Depuis 2010, on trouve dans le quartier de Kumkapı à Istanbul un centre sociomédical, ouvert à toute personne éprouvant des difficultés à se faire soigner dans le système de santé publique, dont des migrants d’origine étrangère. Assurant une fonction d’écoute, de conseil et d’accompagnement vers les structures médicales appropriées, ce centre offre depuis quelques années une attention et un soutien nécessaire à une population vulnérable, car privée de ses droits. Dans un contexte migratoire difficile, marqué par des politiques répressives, le centre présente un fonctionnement singulier : il intègre dans son organisation des personnes en situation de migration afin d’établir un maximum d’égalité entre soignants et patients, et ainsi développer des relations de confiance. Initialement créé par les associations Tohav et MDM, le centre est géré depuis janvier 2013 par l’Association d’entraide et de solidarité aux migrants (Asem). Entretien avec Lerzan Caner et Sékouba Condé, coordinatrice et médecin-accueillant de l’Asem.

Qu’elle est la genèse du projet de centre sociomédical pour migrants de Kumkapı ? Comment avez-vous rejoint le projet ?

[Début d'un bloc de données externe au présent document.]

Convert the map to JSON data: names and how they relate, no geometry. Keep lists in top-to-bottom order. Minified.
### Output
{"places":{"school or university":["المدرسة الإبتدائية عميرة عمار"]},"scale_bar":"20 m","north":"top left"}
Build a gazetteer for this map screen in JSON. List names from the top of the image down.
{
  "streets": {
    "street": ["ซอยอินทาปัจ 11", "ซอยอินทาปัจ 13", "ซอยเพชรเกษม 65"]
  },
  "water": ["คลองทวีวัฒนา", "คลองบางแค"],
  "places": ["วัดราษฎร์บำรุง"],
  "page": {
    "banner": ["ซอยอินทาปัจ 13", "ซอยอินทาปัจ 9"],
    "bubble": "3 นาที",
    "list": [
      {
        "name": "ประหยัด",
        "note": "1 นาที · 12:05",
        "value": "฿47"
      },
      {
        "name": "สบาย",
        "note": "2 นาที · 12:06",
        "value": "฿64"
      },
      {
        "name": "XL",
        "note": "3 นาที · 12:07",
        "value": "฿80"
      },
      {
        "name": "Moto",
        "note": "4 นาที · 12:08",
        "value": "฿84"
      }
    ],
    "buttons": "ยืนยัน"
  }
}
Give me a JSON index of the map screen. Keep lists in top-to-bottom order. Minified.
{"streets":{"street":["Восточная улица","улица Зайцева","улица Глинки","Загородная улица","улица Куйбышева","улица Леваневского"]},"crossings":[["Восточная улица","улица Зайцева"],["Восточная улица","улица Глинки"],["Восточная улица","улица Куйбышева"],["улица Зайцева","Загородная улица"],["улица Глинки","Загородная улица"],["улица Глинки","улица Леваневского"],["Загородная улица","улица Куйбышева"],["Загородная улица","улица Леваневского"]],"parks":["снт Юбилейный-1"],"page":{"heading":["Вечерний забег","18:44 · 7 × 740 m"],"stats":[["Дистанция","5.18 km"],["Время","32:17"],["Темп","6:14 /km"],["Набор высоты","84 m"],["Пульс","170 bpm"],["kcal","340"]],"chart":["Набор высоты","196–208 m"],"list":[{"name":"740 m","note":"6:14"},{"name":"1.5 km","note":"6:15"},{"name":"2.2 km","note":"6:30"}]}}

Lerzan Caner : J’ai commencé à collaborer avec l’association Médecins du monde (MDM) à partir de 2002, en tant qu’interprète franco-turque et coordinatrice. Entre 2002 et 2008, MDM a mené plusieurs projets en partenariat avec des associations turques, principalement orientés sur la question de l’emprisonnement (soutien thérapeutique aux travailleurs sociaux eux-mêmes victimes de tortures en prison ; expertise neurologique contre l’emprisonnement des grévistes de la faim victimes du syndrome de Korsakoff suite au mouvement de lutte contre l’établissement des cellules de type F en 2001 ; expertise médicale auprès de 60 ex-détenus sur les conséquences de l’emprisonnement en cellule d’isolement).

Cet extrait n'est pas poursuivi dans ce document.